[Data supplied Boundary: Start]
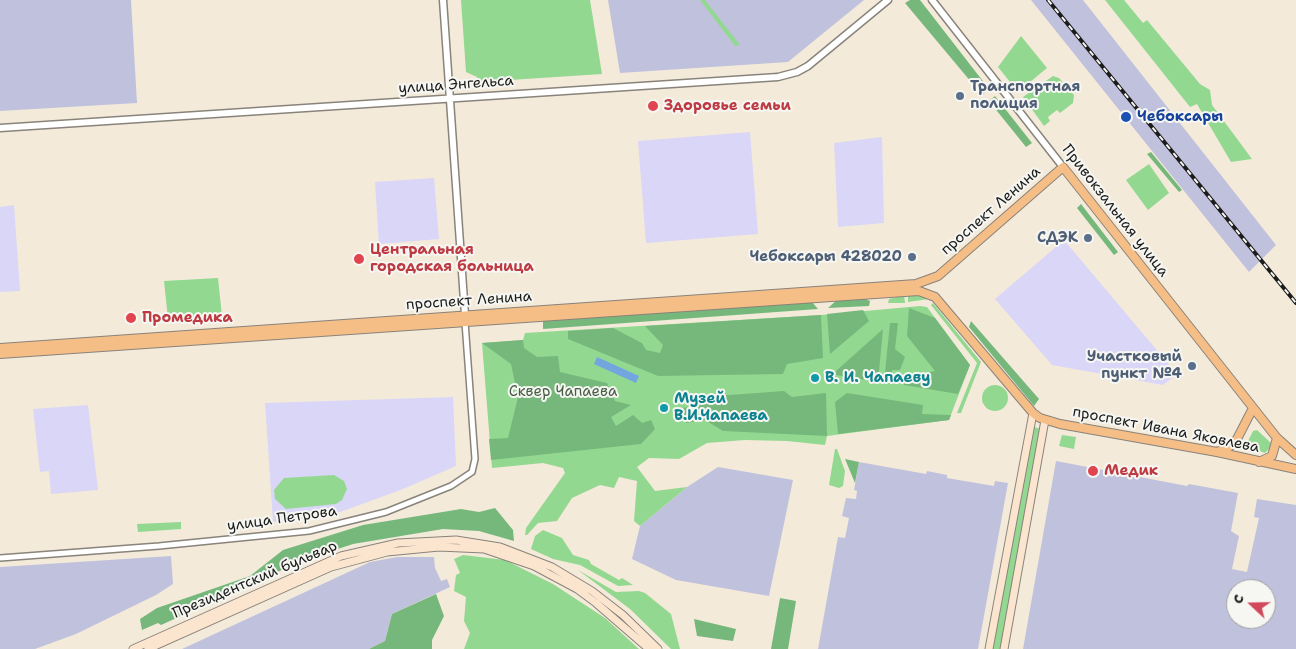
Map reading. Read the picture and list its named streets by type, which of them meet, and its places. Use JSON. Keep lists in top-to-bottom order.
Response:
{
  "streets": {
    "main road": [
      "проспект Ленина",
      "Привокзальная улица",
      "проспект Ивана Яковлева",
      "Президентский бульвар"
    ],
    "street": ["улица Энгельса", "улица Петрова"]
  },
  "crossings": [
    ["проспект Ленина", "Привокзальная улица"],
    ["проспект Ленина", "улица Петрова"],
    ["Привокзальная улица", "проспект Ивана Яковлева"]
  ],
  "parks": ["Сквер Чапаева"],
  "places": [
    "Транспортная полиция",
    "Здоровье семьи",
    "Чебоксары",
    "СДЭК",
    "Чебоксары 428020",
    "Центральная городская больница",
    "Промедика",
    "Участковый пункт №4",
    "В. И. Чапаеву",
    "Музей В.И.Чапаева",
    "Медик"
  ],
  "north": "left"
}
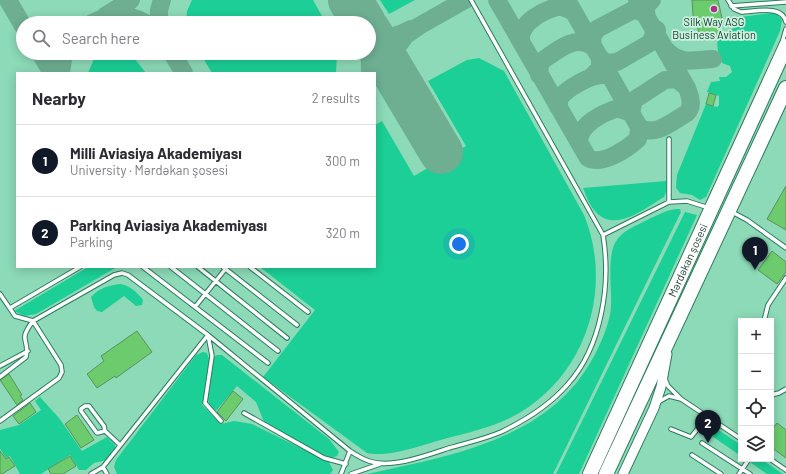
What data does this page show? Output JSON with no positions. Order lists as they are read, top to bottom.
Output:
{
  "streets": {
    "highway": ["Mərdəkan şosesi"]
  },
  "places": ["Silk Way ASG Business Aviation"],
  "page": {
    "search": "Search here",
    "heading": ["Nearby", "2 results"],
    "list": [
      {
        "mark": "1",
        "name": "Milli Aviasiya Akademiyası",
        "note": "University · Mərdəkan şosesi",
        "value": "300 m"
      },
      {
        "mark": "2",
        "name": "Parkinq Aviasiya Akademiyası",
        "note": "Parking",
        "value": "320 m"
      }
    ],
    "pins": ["1", "2"],
    "map_buttons": ["+", "−"]
  }
}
[Data supplied Boundary: End]
What you should do –
Retype the data word for word and keep the pictures out of it.

Task result –
Map reading. Read the picture and list its named streets by type, which of them meet, and its places. Use JSON. Keep lists in top-to-bottom order.
Response:
{
  "streets": {
    "main road": [
      "проспект Ленина",
      "Привокзальная улица",
      "проспект Ивана Яковлева",
      "Президентский бульвар"
    ],
    "street": ["улица Энгельса", "улица Петрова"]
  },
  "crossings": [
    ["проспект Ленина", "Привокзальная улица"],
    ["проспект Ленина", "улица Петрова"],
    ["Привокзальная улица", "проспект Ивана Яковлева"]
  ],
  "parks": ["Сквер Чапаева"],
  "places": [
    "Транспортная полиция",
    "Здоровье семьи",
    "Чебоксары",
    "СДЭК",
    "Чебоксары 428020",
    "Центральная городская больница",
    "Промедика",
    "Участковый пункт №4",
    "В. И. Чапаеву",
    "Музей В.И.Чапаева",
    "Медик"
  ],
  "north": "left"
}
What data does this page show? Output JSON with no positions. Order lists as they are read, top to bottom.
Output:
{
  "streets": {
    "highway": ["Mərdəkan şosesi"]
  },
  "places": ["Silk Way ASG Business Aviation"],
  "page": {
    "search": "Search here",
    "heading": ["Nearby", "2 results"],
    "list": [
      {
        "mark": "1",
        "name": "Milli Aviasiya Akademiyası",
        "note": "University · Mərdəkan şosesi",
        "value": "300 m"
      },
      {
        "mark": "2",
        "name": "Parkinq Aviasiya Akademiyası",
        "note": "Parking",
        "value": "320 m"
      }
    ],
    "pins": ["1", "2"],
    "map_buttons": ["+", "−"]
  }
}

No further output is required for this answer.